Users may manipulate Tamil text at the letter level instead of worrying about encodings and code-points, leading to better separation of design and detail
API allows for streaming algorithms on canonical Tamil data, independent of encodings. We show data analysis using Tamil wikipedia, and illustrate various computational linguistics applications.
- convert numbers -> numerals
- reverse words
- build tries
- built-in dictionary
Open-Tamil has the distinction of being available for Python 2, and 3. It is continuously tested, and released via the Python package index.

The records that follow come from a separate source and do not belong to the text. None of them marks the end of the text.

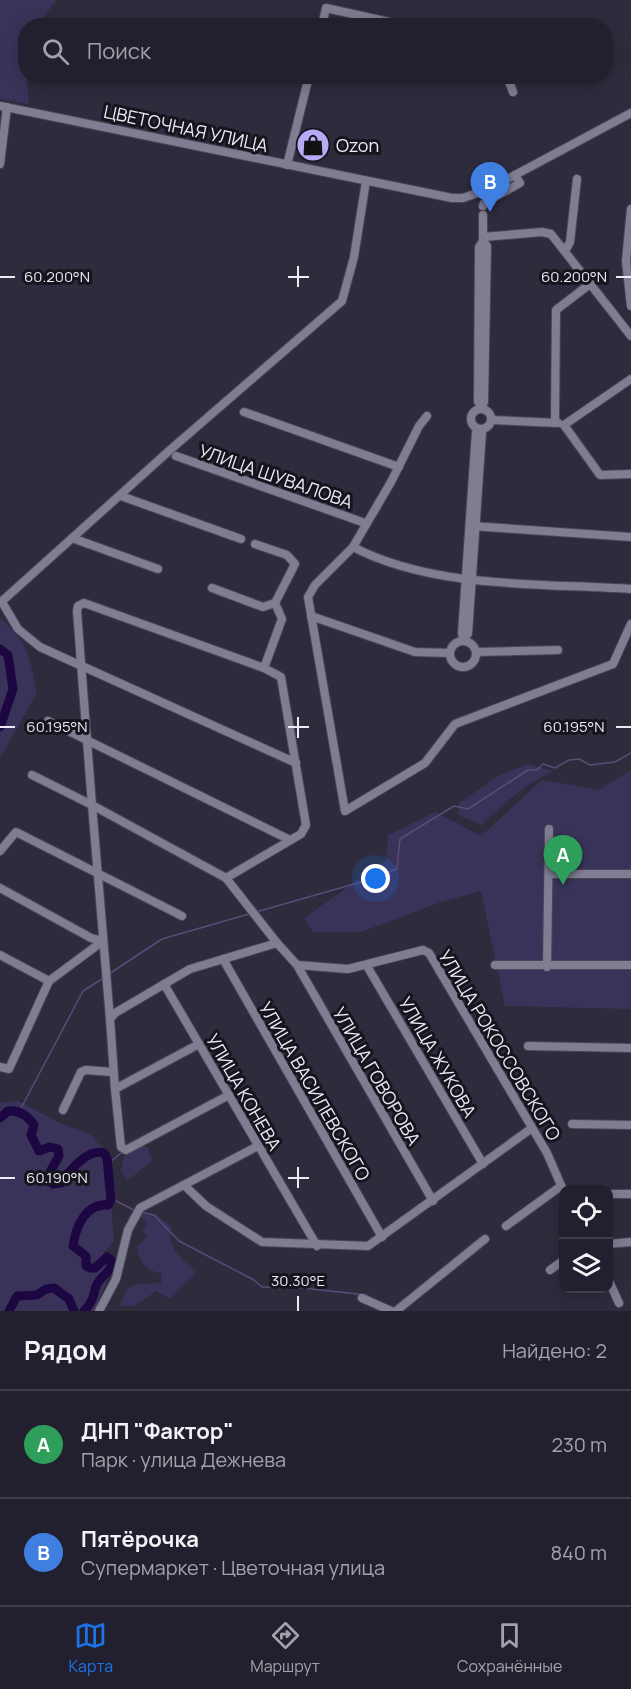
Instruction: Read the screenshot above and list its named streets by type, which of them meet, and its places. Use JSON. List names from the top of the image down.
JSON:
{
  "streets": {
    "street": [
      "ЦВЕТОЧНАЯ УЛИЦА",
      "УЛИЦА ШУВАЛОВА",
      "УЛИЦА РОКОССОВСКОГО",
      "УЛИЦА ЖУКОВА",
      "УЛИЦА ГОВОРОВА",
      "УЛИЦА ВАСИЛЕВСКОГО",
      "УЛИЦА КОНЕВА"
    ]
  },
  "crossings": [
    ["УЛИЦА РОКОССОВСКОГО", "УЛИЦА ЖУКОВА"],
    ["УЛИЦА РОКОССОВСКОГО", "УЛИЦА ГОВОРОВА"]
  ],
  "places": {
    "shop": ["Ozon"]
  },
  "page": {
    "search": "Поиск",
    "pins": ["B", "A"],
    "heading": ["Рядом", "Найдено: 2"],
    "list": [
      {
        "mark": "A",
        "name": "ДНП \"Фактор\"",
        "note": "Парк · улица Дежнева",
        "value": "230 m"
      },
      {
        "mark": "B",
        "name": "Пятёрочка",
        "note": "Супермаркет · Цветочная улица",
        "value": "840 m"
      }
    ],
    "nav": ["Карта", "Маршрут", "Сохранённые"]
  },
  "coordinates": [
    "60.200°N",
    "60.195°N",
    "60.190°N",
    "30.30°E"
  ]
}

As a community developed effort, and due to proximity of the various Indian languages, we believe Open-Tamil can form a prototype open-source toolbox for other Indian languages.
We have built a framework, and we can extend it to other Indian languages
Ref: "Open Tamil Text Processing Tools," M. Annamalai, T. Shrinivasan, M. Annamalai, (INFITT-2014), Puducherry, India.
$ pip install open-tamil
$ pip3 install open-tamil (for Py3k)
UTF-8 capable editor
Interest in Indian Languages
- pip url - Open-Tamil v0.4 : https://pypi.python.org/pypi/Open-Tamil
- Github page - https://github.com/arcturusannamalai/open-tamil
- Slide Share - http://www.slideshare.net/ezhillang/opentamil-text-processing-library
Muthu created open-tamil project out of interest to provide a high-quality foundational piece for Tamil computing. He can be reached on Twitter @ezhillang and on Github @arcturusannamalai
Open-Tamil is maintained in conjunction with development efforts of T. Arulalan, and T. Shrinivasan.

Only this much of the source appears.